In addition to the solicitation of proxies by mail, Trustees of
the Fund and employees of Muhlenkamp & Company, Inc. may solicit
proxies in person or by telephone.


                            ADJOURNMENT

If sufficient votes in favor of any of the proposals set forth in
the Notice of the Meeting are not received by the time scheduled
for the meeting, the persons named as proxies may propose one or
more adjournments of the meeting for a period or periods of not
more than 60 days in the aggregate to permit further solicitation
of proxies with respect to any of such proposals.  Any adjournment
will require the affirmative vote of the majority of the votes
cast on the question in person or by proxy at the session of the
meeting to be adjourned.  The persons named as proxies will vote
in favor of such adjournment those proxies required to be voted
against any of such proposals.  The Fund pays the costs of any
such solicitation and of any adjourned session.

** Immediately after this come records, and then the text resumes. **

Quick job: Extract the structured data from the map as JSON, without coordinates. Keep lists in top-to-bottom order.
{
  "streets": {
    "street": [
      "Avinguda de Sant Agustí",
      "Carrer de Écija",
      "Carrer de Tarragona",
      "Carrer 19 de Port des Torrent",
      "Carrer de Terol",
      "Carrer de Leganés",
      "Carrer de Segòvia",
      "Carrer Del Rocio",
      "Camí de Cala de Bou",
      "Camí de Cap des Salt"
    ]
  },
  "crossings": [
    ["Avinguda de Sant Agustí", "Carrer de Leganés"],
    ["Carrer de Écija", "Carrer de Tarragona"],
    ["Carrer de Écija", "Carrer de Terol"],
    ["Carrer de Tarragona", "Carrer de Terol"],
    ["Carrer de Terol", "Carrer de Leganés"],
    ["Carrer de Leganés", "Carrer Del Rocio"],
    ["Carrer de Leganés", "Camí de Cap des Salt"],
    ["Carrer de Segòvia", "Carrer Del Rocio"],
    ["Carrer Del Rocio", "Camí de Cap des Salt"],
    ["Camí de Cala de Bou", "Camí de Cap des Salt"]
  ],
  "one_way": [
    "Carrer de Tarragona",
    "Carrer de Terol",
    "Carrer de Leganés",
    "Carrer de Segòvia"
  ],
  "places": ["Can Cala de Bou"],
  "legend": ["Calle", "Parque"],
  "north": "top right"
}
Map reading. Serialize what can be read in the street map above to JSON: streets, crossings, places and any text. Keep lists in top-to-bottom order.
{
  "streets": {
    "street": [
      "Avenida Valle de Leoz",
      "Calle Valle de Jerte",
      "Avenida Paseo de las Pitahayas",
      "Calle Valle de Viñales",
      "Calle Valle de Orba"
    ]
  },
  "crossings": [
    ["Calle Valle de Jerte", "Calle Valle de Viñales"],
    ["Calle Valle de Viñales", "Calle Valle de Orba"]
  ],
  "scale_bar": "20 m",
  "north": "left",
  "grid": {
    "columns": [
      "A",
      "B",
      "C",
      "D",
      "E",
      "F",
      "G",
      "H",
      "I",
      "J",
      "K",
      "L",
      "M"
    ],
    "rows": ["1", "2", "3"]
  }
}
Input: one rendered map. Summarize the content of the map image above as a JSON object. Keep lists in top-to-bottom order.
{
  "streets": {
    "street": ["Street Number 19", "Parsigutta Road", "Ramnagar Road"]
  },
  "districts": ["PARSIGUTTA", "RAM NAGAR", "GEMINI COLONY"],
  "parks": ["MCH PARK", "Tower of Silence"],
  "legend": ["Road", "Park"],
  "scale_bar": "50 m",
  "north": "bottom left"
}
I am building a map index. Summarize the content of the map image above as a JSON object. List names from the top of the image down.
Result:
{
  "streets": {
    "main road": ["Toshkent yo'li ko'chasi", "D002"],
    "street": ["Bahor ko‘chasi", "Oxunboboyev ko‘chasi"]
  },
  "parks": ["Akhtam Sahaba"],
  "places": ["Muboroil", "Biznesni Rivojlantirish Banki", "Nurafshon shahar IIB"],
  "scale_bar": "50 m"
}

                          MUHLENKAMP FUND
                           WEXFORD TRUST
                                 
                                 
     THIS PROXY IS SOLICITED BY THE TRUSTEES of the Muhlenkamp
Fund of the Wexford Trust (the "Fund") for use at the Special
Meeting of Shareholders (the "Special Meeting") to be held May 28,
1998 at 10 a.m. (Eastern Time) at The Chadwick in Ballroom C, 1
Wexford Square, Wexford, PA, 15090.

     The undersigned hereby appoints Ronald Muhlenkamp or Jean A.
Leister with full power of substitution, as proxies of the
undersigned to vote at the above-stated Special Meeting and at all
adjournments or postponements thereof, all shares of beneficial
interest of the Fund that are held of record by the undersigned on
the record date for the Special Meeting, upon the following
matters, and upon any other matter which may come before the
Special Meeting, at their discretion (see reverse side).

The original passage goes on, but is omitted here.